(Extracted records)
============================================================
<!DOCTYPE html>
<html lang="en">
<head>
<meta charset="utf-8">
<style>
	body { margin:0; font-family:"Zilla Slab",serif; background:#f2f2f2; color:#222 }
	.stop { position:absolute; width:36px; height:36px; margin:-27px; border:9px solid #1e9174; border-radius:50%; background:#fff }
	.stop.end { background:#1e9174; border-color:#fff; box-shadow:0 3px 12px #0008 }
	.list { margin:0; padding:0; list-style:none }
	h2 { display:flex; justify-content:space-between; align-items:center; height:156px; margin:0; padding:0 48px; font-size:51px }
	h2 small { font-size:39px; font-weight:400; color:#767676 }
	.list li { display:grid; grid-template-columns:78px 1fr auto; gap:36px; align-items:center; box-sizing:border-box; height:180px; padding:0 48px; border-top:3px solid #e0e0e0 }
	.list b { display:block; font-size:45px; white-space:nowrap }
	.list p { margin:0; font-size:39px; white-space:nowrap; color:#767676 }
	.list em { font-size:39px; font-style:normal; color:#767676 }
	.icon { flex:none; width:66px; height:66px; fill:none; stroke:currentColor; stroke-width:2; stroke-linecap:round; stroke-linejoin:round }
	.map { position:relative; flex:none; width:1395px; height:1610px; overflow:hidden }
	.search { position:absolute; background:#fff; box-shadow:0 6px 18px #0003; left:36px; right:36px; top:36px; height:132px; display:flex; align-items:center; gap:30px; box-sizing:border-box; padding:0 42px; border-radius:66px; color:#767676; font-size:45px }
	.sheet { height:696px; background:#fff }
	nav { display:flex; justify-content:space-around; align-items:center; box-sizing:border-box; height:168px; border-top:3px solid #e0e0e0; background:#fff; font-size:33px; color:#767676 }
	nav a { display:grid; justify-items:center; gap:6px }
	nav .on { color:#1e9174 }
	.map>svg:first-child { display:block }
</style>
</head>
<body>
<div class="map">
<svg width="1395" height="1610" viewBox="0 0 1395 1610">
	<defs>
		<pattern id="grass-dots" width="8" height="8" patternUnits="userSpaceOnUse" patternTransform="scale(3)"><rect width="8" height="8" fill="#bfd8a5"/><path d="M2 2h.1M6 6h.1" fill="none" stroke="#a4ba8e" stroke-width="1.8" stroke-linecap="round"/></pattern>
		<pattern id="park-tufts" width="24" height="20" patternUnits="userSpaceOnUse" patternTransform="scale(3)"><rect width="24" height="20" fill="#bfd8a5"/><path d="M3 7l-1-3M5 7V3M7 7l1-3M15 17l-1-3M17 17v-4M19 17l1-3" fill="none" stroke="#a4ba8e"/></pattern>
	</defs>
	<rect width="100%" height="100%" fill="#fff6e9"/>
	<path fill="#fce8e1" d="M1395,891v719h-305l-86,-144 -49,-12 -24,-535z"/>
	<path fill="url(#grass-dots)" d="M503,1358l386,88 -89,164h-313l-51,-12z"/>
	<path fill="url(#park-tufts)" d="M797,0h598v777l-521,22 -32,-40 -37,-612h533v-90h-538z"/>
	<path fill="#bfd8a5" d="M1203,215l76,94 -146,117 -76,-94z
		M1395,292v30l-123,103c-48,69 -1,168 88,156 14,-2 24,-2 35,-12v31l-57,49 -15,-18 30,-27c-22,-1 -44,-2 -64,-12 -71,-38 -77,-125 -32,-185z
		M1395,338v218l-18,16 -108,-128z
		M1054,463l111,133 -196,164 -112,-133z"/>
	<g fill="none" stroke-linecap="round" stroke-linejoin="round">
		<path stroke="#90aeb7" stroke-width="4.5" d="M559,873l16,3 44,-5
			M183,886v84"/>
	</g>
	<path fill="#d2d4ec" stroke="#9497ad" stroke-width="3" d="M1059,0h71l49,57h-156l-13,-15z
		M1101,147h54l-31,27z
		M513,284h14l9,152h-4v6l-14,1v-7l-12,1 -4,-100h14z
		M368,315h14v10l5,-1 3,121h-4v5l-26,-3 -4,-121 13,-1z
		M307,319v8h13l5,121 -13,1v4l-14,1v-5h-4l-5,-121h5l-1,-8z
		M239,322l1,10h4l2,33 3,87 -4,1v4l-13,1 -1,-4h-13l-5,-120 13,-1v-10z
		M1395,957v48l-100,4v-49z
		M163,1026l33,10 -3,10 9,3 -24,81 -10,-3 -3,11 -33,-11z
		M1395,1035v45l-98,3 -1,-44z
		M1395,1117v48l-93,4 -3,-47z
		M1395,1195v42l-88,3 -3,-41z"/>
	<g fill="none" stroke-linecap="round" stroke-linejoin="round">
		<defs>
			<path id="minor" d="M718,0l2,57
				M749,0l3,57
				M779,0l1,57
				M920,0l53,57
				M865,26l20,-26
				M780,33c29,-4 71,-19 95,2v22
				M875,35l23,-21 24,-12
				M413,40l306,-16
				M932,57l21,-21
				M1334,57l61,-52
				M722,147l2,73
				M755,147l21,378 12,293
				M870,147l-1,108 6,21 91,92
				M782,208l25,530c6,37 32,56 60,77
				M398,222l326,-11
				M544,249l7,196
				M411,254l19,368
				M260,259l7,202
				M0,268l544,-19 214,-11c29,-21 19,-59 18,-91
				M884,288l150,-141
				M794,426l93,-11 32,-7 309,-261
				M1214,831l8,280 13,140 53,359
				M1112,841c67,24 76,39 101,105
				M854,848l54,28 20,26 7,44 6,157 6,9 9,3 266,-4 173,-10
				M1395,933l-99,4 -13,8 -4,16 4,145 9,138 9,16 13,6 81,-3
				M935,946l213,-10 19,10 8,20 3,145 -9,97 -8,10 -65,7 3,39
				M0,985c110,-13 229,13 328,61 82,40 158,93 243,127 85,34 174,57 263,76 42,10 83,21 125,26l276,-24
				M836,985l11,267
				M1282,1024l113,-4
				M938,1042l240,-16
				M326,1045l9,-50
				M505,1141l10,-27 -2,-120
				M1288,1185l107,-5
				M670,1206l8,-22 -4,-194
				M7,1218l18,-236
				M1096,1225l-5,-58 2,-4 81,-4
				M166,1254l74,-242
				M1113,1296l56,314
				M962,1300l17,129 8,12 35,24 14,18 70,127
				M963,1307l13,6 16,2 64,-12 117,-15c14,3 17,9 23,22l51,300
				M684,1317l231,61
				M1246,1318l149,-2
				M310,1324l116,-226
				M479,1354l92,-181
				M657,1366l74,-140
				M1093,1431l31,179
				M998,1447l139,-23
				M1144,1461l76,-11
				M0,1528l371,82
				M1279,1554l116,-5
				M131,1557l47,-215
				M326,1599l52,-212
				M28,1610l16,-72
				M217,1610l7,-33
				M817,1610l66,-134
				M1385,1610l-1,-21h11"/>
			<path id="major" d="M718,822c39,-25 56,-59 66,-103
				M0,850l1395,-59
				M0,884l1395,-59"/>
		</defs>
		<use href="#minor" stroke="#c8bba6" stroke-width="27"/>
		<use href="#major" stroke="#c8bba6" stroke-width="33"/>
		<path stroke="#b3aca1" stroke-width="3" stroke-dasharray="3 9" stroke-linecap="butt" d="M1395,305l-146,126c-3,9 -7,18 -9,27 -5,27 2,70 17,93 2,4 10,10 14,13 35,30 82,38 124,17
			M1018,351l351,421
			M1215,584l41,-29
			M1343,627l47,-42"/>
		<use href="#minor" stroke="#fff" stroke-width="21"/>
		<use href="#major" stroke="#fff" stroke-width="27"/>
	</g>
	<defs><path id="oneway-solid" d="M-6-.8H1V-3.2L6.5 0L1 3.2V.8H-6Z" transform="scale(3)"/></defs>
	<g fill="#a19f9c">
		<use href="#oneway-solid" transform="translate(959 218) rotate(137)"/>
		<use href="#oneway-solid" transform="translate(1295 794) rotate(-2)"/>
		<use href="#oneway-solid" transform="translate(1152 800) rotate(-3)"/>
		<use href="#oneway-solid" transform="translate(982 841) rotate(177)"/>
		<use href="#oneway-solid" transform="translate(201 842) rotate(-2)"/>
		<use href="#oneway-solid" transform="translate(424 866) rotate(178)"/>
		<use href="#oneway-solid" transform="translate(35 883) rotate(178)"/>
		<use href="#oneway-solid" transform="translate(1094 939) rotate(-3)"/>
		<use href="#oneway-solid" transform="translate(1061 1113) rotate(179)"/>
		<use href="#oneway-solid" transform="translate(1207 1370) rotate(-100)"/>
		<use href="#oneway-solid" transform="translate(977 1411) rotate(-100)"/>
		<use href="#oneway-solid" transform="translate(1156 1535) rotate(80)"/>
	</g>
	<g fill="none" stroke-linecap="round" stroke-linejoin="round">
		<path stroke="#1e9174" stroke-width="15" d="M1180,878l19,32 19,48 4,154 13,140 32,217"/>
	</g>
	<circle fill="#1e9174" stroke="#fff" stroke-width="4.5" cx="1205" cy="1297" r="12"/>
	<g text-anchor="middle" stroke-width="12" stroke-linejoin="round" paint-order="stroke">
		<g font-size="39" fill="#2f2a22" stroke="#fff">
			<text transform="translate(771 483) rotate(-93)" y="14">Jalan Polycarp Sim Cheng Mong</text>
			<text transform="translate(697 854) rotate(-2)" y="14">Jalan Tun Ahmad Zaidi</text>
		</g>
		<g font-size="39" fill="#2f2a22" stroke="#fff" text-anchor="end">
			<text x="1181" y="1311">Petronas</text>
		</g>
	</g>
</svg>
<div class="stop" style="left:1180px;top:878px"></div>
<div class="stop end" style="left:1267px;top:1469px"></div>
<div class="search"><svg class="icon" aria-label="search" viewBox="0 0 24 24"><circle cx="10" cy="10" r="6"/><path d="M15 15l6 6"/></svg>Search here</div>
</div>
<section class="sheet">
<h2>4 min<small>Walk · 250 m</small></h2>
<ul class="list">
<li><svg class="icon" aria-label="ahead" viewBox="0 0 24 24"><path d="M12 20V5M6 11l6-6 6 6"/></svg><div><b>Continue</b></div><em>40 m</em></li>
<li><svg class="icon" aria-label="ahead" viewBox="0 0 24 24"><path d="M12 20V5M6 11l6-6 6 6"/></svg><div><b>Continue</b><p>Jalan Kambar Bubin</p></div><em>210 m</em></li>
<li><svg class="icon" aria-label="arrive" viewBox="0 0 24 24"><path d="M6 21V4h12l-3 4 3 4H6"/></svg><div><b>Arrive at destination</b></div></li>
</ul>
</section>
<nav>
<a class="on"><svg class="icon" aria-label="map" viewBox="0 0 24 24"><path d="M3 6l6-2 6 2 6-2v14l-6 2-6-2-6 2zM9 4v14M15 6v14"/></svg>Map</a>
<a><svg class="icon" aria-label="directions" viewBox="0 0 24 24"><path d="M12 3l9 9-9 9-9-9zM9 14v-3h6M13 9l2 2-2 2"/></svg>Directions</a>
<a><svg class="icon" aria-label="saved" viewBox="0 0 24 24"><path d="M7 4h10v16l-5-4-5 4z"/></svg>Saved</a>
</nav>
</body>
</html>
============================================================
• [Your task]: Transcribe, word for word, the data above from its first line through the line with "font-size:39px; font-weight:400; color:#767676", and include nothing else.

• [Completed task]:
<!DOCTYPE html>
<html lang="en">
<head>
<meta charset="utf-8">
<style>
	body { margin:0; font-family:"Zilla Slab",serif; background:#f2f2f2; color:#222 }
	.stop { position:absolute; width:36px; height:36px; margin:-27px; border:9px solid #1e9174; border-radius:50%; background:#fff }
	.stop.end { background:#1e9174; border-color:#fff; box-shadow:0 3px 12px #0008 }
	.list { margin:0; padding:0; list-style:none }
	h2 { display:flex; justify-content:space-between; align-items:center; height:156px; margin:0; padding:0 48px; font-size:51px }
	h2 small { font-size:39px; font-weight:400; color:#767676 }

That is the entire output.